Governance gaps: The questions no one wants to answer

Ask a firm deploying AI agents basic governance questions and the answers often reveal uncomfortable gaps:

  • When an agent produces output that harms a client, who is accountable? The partner who approved the work, the team that configured the agent, or the vendor that built it?

  • What level of human oversight is required before agent-generated work goes to clients? Does it vary by risk level?

  • How do you ensure agents don't leak confidential client information across matters or to third-party model providers?

  • How do you audit what agents actually did, after the fact?

These questions aren't theoretical. Regulators are beginning to ask them, and clients will increasingly expect answers. Our Executive Guide to AI Agent Strategy covers governance frameworks in depth, including human oversight models and the five strategic enablers that separate successful AI initiatives from failed pilots. The firms that build these frameworks now (before an incident forces the issue) will have a significant advantage over those scrambling to respond reactively.

What governance-ready adoption looks like

The Executive Guide covers the broader strategic framework for AI governance, including AI Centres of Excellence, automated model monitoring and retraining systems, and the five enablers of successful transformation. For professional services firms specifically, three elements deserve particular attention.

Define human oversight models before deployment

Not all agent outputs require the same level of scrutiny. A draft email can tolerate lighter review than advice to a client facing litigation. Effective governance distinguishes between human-in-the-loop (approval required before any agent action), human-on-the-loop (monitoring with ability to intervene), and human-out-of-the-loop (rarely appropriate in professional services given fiduciary duties). Define these before deployment, not after something goes wrong.

Redesign roles and teams for human-agent collaboration

Bolting agents onto existing team structures captures a fraction of potential value.
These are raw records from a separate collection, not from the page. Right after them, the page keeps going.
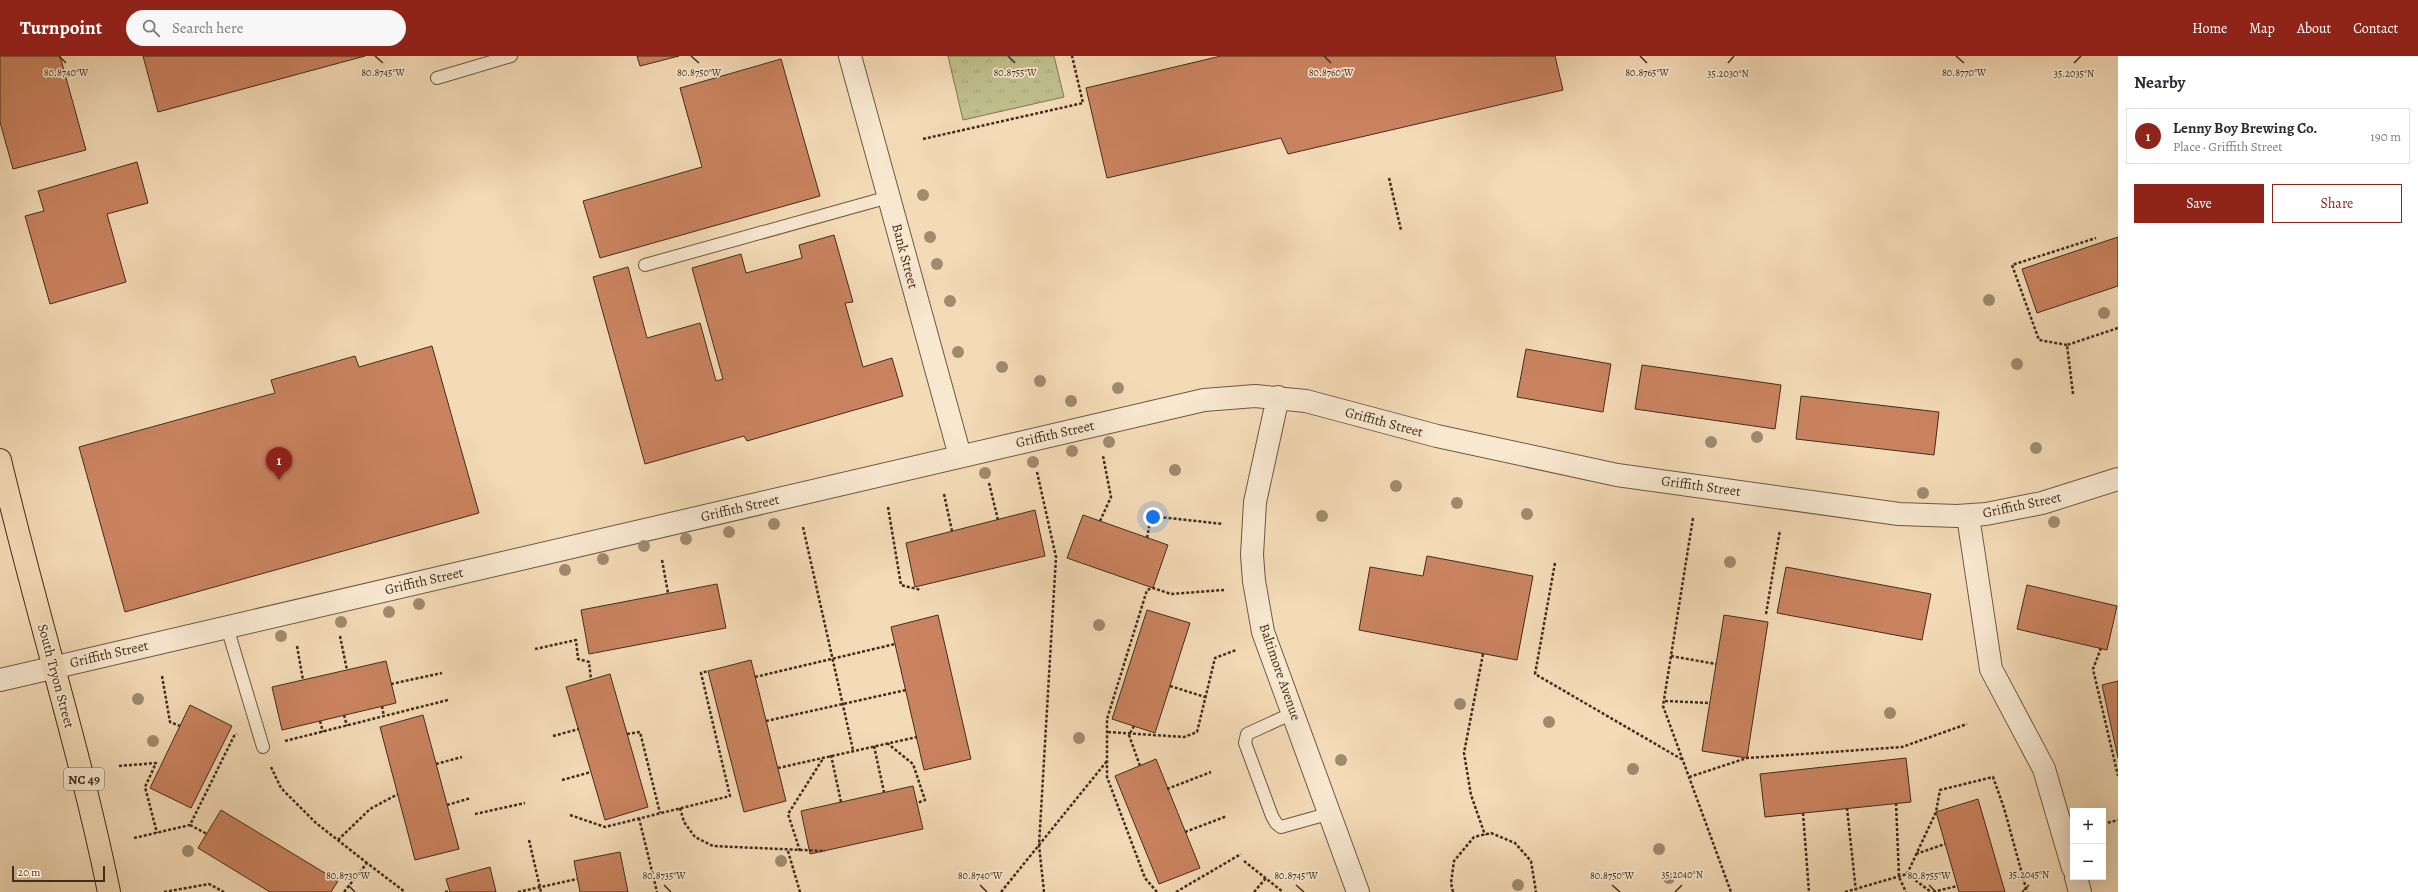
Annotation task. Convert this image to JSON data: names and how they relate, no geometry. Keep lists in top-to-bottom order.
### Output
{
  "streets": {
    "main road": ["South Tryon Street", "NC 49"],
    "street": ["Bank Street", "Griffith Street", "Baltimore Avenue"]
  },
  "crossings": [
    ["Bank Street", "Griffith Street"],
    ["Griffith Street", "Baltimore Avenue"],
    ["Griffith Street", "South Tryon Street"]
  ],
  "scale_bar": "20 m",
  "page": {
    "header": "Turnpoint",
    "search": "Search here",
    "nav": [
      "Home",
      "Map",
      "About",
      "Contact"
    ],
    "heading": "Nearby",
    "list": [
      {
        "mark": "1",
        "name": "Lenny Boy Brewing Co.",
        "note": "Place · Griffith Street",
        "value": "190 m"
      }
    ],
    "buttons": ["Save", "Share"],
    "pins": "1",
    "map_buttons": ["+", "−"],
    "scale": "20 m"
  },
  "coordinates": [
    "80.8740°W",
    "80.8745°W",
    "80.8770°W",
    "80.8750°W",
    "80.8755°W",
    "80.8760°W",
    "80.8765°W",
    "35.2030°N",
    "35.2035°N",
    "35.2040°N",
    "35.2045°N",
    "80.8730°W",
    "80.8735°W"
  ]
}
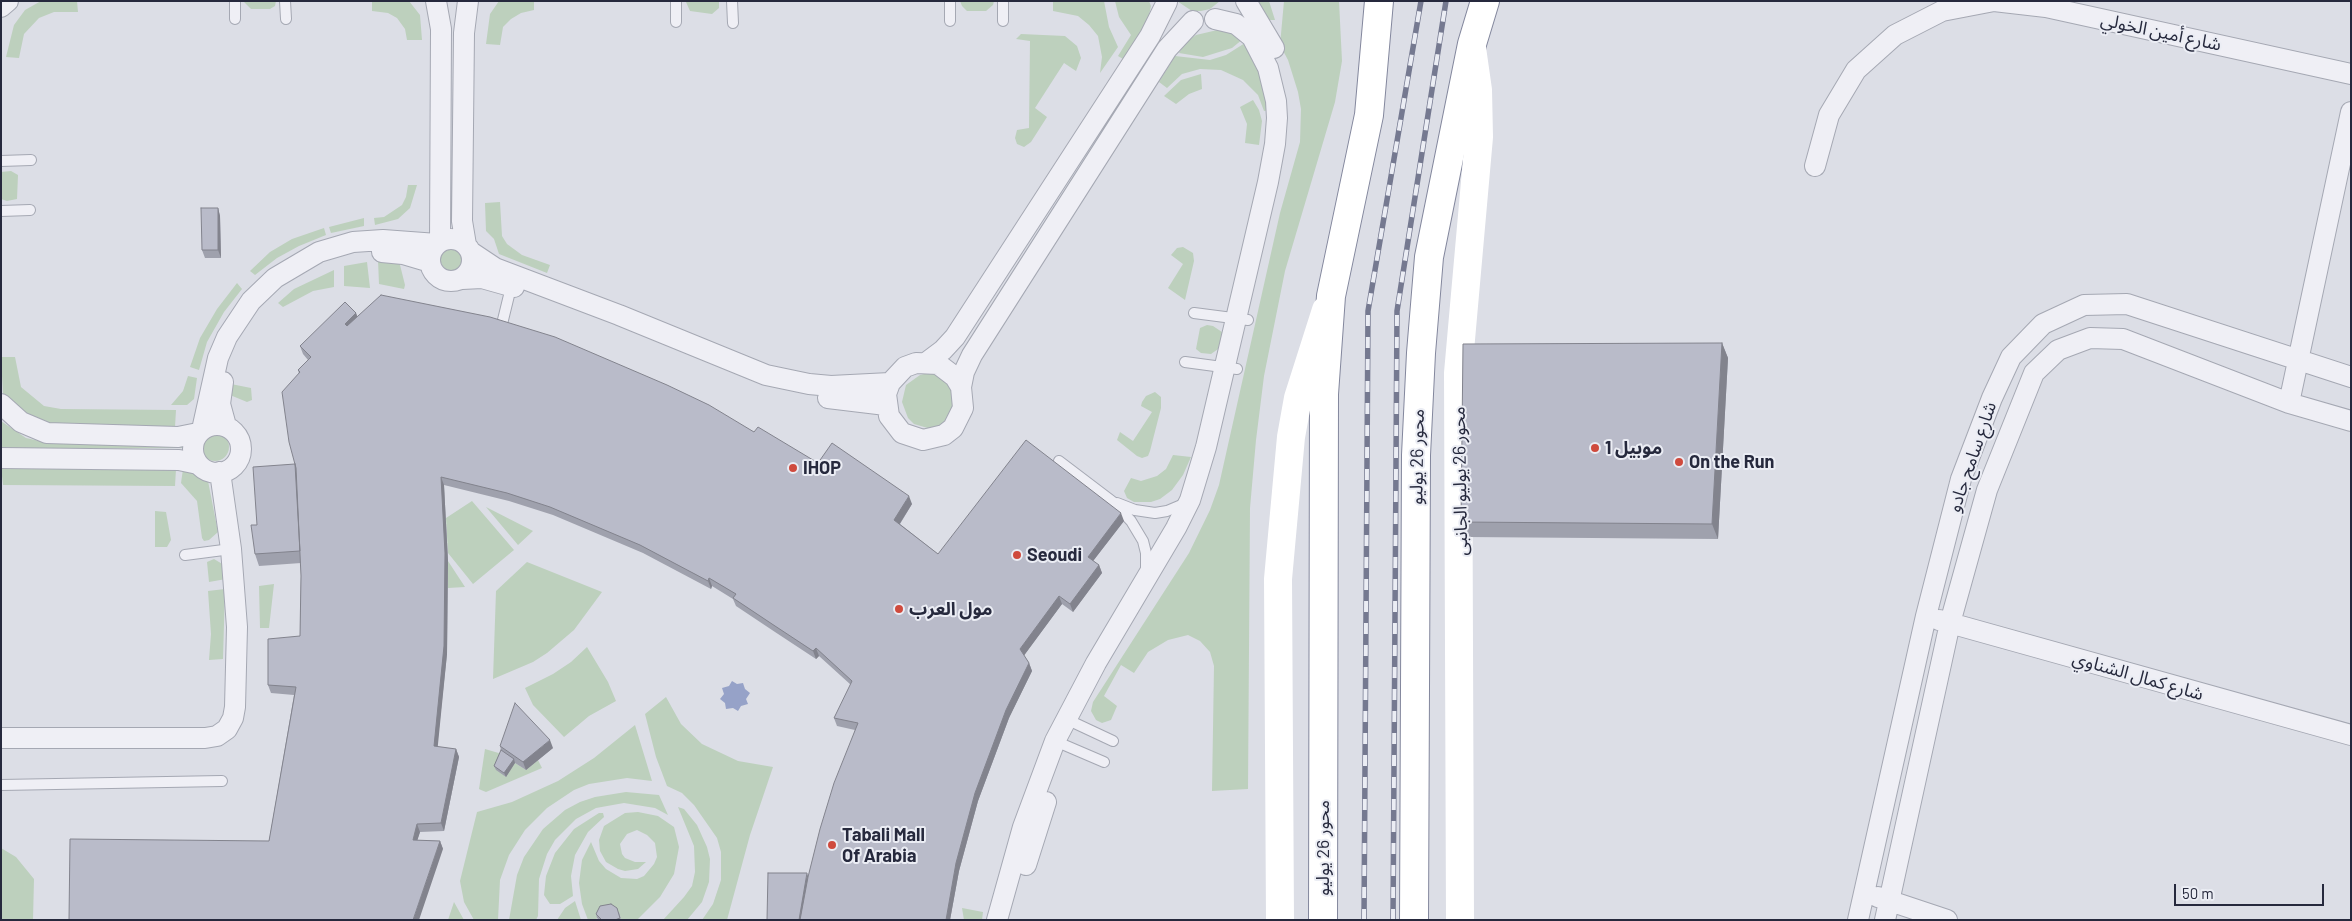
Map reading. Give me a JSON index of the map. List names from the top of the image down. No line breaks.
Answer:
{"streets":{"main road":["محور 26 يوليو","محور 26 يوليو الجانبى"],"street":["شارع أمين الخولي","شارع سامح جادو","شارع كمال الشناوي"]},"crossings":[["محور 26 يوليو","محور 26 يوليو الجانبى"],["شارع سامح جادو","شارع كمال الشناوي"]],"places":["موبيل 1","On the Run","IHOP","Seoudi","مول العرب","Tabali Mall Of Arabia"],"scale_bar":"50 m"}
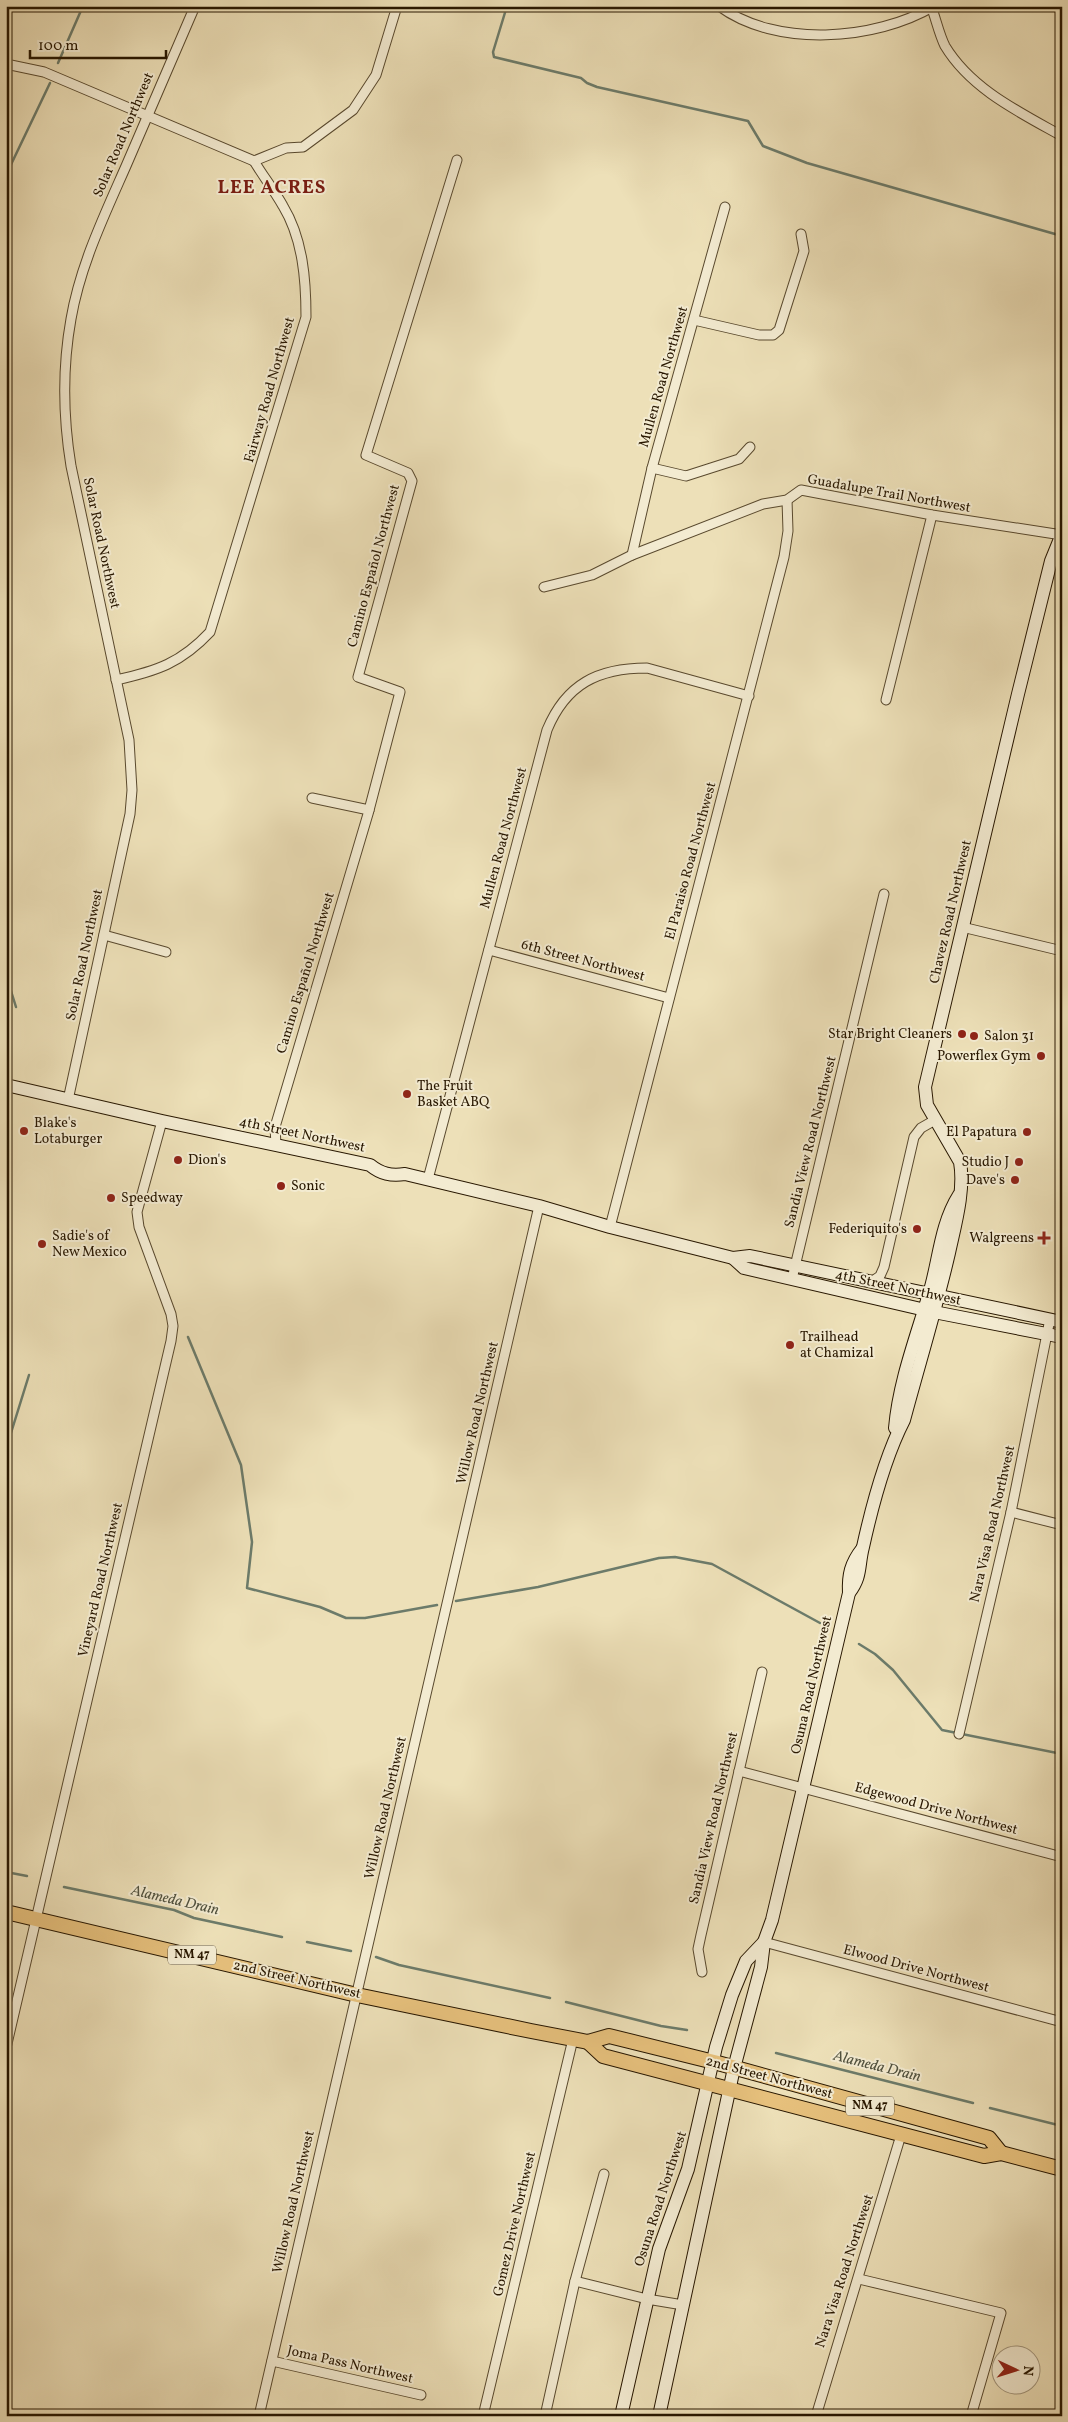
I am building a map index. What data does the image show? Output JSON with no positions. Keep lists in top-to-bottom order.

Leading firms are rethinking how human and agent capabilities combine: what work should agents handle entirely, what should agents draft for human refinement, and what requires human judgment that agents cannot replicate.

Some firms are going further, questioning the traditional pyramid model itself. If agents can handle work historically done by junior staff, what does that mean for partner-to-associate ratios? For the economics of leverage? For how work gets priced and delivered? These aren't distant concerns. They're strategic questions that forward-thinking firms are already working through.

The challenge goes beyond operations. Firms need new management approaches, different performance metrics, and evolved accountability structures.

Invest in training (it's now a legal requirement)

Under the EU AI Act, Article 4 requires providers and deployers of AI systems to ensure "a sufficient level of AI literacy" among staff and anyone else operating AI systems on their behalf.⁷ This obligation has applied since February 2025, with enforcement beginning August 2025.⁸

The requirement isn't prescriptive. There's no mandated certification or specific curriculum. But European Commission guidance makes clear that simply telling employees to "read the manual" won't suffice.⁹ Organisations must consider employees' technical knowledge, experience, and the context in which AI systems are used. For high-risk AI systems (from August 2026), human oversight requirements under Article 26 demand even more specialised training.

For UK firms serving EU clients or operating EU subsidiaries, compliance is mandatory. For all firms, the business case is clear: untrained staff using AI agents create risk, not value. Training should cover not just how to use specific tools, but how to evaluate agent outputs critically, when to escalate, and what governance processes apply.

Serpin's AI Readiness Programme covers all the essentials and can be tailored to each organisation's specific needs. Meanwhile, our Licence to Operate provides proof of competence, linked to robust training, policies and governance.

The bottom line

AI agents offer professional services firms real competitive advantage: faster delivery, better consistency, expanded capacity without proportional headcount growth. The use cases in legal, accounting, and consulting are proven, and the adoption data confirms the direction of travel.

But the firms capturing that value aren't those deploying agents fastest. They're those pairing technology with governance, redesigning workflows rather than automating broken processes, and investing in workforce readiness alongside tool deployment.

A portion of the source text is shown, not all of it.